## SUPPLIED MATERIAL:
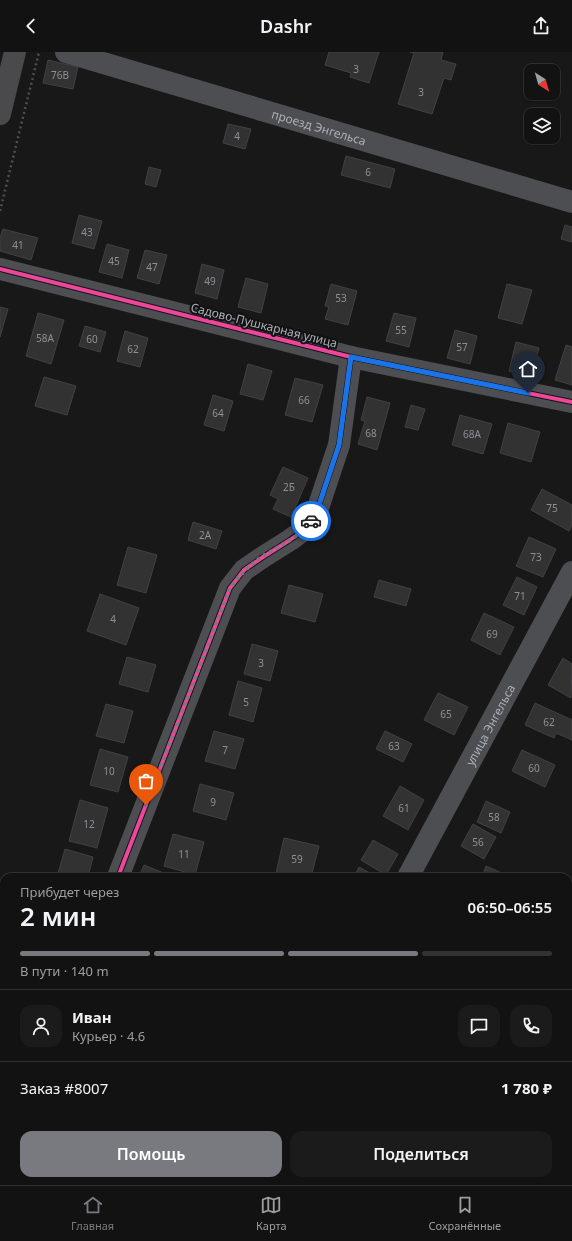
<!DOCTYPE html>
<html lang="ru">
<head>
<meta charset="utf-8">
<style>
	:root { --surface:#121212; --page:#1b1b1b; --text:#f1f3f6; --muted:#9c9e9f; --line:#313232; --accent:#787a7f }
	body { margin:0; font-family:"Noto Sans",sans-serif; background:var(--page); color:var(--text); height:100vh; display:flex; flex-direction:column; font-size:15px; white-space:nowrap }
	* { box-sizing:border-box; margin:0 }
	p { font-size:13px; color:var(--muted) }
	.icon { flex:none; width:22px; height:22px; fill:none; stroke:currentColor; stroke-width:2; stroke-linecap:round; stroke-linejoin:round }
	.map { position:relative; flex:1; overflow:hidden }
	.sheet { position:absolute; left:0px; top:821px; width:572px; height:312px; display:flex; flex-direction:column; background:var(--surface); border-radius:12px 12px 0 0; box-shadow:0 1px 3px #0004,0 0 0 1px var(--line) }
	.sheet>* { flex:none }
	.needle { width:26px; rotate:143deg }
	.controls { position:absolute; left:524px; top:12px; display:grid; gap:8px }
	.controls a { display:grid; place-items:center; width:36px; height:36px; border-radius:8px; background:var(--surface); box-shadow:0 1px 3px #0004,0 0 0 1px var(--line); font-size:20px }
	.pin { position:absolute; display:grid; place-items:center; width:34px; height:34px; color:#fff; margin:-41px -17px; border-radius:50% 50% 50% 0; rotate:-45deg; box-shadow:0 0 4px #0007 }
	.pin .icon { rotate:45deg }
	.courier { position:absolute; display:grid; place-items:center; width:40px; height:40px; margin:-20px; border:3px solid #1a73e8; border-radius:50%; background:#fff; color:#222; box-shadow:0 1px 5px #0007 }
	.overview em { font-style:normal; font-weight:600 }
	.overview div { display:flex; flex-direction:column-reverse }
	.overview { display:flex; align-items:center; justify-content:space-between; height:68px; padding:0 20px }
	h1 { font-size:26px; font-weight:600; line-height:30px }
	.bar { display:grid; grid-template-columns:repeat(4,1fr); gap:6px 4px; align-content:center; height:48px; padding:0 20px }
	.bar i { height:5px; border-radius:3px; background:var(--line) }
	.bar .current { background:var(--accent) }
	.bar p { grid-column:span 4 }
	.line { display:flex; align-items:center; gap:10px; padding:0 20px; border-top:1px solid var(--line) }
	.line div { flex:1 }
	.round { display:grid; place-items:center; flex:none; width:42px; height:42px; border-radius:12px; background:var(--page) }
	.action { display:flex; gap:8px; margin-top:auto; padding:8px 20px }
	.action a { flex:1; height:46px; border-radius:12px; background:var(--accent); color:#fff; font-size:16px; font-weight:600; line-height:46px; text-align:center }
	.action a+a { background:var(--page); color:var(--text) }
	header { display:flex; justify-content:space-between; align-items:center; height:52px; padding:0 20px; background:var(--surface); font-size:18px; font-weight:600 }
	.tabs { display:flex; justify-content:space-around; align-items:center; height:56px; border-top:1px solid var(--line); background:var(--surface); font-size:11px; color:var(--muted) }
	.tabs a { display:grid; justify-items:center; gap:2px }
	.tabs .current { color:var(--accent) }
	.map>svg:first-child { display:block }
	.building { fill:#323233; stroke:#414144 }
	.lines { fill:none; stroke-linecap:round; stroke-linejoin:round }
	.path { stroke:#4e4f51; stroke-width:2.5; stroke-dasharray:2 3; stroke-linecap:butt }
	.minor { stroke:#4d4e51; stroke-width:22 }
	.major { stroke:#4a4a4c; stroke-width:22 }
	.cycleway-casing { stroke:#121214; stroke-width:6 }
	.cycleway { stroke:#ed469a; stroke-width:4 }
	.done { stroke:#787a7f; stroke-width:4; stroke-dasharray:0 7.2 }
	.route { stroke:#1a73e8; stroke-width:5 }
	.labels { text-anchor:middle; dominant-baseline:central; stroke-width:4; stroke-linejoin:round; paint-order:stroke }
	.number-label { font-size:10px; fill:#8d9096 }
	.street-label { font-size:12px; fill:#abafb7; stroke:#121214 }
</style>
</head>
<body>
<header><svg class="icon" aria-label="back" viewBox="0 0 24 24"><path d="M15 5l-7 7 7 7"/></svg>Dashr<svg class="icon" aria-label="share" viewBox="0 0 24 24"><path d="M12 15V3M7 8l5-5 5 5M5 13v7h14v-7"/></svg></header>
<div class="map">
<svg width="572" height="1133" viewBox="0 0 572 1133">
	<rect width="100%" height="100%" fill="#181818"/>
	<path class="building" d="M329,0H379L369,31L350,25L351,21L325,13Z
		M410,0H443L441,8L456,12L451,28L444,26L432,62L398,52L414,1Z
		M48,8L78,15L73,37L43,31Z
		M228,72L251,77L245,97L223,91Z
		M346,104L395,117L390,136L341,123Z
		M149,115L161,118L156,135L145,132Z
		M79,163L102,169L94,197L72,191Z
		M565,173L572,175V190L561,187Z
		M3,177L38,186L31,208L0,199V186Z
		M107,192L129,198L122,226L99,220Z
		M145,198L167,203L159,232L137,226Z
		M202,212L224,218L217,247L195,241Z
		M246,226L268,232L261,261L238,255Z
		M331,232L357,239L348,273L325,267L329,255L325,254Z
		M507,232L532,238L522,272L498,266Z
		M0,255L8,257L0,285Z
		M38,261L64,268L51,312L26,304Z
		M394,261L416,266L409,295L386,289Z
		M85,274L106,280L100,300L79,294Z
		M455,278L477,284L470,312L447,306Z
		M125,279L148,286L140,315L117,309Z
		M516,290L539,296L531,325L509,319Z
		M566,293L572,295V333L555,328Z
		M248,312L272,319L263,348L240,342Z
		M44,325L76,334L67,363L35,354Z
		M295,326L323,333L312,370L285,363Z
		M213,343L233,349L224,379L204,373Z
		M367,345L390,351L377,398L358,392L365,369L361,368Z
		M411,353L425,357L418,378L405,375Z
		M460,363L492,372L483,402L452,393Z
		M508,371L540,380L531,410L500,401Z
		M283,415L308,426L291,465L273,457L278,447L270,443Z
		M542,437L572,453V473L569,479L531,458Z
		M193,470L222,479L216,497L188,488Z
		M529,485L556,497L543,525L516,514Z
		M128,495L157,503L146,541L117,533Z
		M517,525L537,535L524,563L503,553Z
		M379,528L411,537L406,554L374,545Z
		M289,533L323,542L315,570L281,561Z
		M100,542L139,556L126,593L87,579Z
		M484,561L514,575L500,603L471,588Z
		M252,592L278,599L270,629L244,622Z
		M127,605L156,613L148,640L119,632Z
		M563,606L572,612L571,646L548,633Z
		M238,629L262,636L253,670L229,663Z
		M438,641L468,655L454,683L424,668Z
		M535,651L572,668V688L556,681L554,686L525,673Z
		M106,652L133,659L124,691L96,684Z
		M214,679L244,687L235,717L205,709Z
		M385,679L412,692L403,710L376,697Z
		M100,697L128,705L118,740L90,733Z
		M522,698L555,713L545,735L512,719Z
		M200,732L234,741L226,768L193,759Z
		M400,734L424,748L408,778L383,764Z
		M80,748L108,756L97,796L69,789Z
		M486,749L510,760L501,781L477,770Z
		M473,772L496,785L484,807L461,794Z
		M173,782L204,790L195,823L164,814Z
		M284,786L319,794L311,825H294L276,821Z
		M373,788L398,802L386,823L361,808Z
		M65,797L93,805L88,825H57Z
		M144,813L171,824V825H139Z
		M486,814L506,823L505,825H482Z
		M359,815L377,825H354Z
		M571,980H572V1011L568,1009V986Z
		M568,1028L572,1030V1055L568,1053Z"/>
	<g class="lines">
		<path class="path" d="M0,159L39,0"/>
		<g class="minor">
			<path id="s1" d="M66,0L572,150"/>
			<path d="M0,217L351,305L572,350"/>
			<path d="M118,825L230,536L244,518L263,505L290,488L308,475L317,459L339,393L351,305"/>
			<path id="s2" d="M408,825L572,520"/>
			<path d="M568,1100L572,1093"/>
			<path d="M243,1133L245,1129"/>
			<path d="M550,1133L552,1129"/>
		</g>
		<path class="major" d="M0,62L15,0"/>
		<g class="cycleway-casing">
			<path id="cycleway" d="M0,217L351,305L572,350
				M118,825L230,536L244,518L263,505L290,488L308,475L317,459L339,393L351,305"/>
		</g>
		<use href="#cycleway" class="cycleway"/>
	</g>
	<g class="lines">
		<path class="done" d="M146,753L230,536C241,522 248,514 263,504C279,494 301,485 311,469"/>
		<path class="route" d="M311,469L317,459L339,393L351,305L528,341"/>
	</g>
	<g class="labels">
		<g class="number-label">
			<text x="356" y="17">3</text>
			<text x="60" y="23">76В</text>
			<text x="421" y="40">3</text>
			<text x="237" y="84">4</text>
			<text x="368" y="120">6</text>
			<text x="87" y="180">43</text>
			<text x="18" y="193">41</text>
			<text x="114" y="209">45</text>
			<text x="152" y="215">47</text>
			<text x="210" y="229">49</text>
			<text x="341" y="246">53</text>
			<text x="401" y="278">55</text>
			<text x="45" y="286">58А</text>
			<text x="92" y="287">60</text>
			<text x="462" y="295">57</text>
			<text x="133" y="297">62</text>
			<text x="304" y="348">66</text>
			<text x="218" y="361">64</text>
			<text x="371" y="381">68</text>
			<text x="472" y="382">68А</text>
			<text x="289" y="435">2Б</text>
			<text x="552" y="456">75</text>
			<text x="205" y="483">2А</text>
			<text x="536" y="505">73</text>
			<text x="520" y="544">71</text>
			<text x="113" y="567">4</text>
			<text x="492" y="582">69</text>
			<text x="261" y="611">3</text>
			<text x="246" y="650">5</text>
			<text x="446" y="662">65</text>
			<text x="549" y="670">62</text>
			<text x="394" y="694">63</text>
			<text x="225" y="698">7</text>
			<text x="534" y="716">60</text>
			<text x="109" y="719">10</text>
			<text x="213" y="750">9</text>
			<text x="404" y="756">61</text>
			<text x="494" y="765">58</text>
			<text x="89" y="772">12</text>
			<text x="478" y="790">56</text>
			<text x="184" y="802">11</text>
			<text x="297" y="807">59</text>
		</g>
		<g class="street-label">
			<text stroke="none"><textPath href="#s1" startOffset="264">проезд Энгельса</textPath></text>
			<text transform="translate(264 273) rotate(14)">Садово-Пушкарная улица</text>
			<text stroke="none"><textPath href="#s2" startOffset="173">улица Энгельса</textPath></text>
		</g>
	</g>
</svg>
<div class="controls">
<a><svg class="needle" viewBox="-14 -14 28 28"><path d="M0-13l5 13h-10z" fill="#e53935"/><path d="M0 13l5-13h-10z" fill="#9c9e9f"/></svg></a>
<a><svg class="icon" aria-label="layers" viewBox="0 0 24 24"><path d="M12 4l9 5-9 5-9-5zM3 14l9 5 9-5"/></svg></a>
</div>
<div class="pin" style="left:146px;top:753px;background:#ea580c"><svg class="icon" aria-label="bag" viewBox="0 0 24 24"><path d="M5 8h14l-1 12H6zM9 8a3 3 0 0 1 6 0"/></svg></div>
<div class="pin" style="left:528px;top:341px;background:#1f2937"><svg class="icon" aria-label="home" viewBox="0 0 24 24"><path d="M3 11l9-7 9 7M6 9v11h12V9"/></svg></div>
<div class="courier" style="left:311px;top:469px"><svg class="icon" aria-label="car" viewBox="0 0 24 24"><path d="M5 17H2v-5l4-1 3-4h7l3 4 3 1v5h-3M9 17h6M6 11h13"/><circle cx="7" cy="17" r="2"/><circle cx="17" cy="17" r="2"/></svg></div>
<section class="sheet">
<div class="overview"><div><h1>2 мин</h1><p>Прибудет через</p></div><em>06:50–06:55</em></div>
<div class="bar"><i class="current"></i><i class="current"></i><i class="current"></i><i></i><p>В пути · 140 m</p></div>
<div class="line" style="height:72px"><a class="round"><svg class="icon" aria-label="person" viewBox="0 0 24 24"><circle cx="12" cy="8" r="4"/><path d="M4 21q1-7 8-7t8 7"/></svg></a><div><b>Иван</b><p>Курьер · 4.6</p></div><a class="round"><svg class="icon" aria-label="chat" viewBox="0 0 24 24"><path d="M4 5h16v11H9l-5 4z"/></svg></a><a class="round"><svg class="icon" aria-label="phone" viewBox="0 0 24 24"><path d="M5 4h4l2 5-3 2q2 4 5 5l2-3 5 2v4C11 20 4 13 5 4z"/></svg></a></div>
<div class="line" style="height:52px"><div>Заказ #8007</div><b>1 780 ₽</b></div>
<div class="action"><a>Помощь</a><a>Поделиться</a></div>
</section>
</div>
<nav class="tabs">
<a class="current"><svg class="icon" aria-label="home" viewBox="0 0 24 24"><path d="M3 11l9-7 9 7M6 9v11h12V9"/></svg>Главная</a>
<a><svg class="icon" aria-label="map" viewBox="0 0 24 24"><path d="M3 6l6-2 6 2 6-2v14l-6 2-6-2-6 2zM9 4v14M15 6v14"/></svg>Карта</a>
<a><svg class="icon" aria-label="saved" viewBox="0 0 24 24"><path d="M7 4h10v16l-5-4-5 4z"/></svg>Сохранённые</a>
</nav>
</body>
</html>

## PROBLEM DESCRIPTION:
Look for the word "linecap" in the records above, count the lines that hold it, and give only that number.

## FINAL ANSWER:
3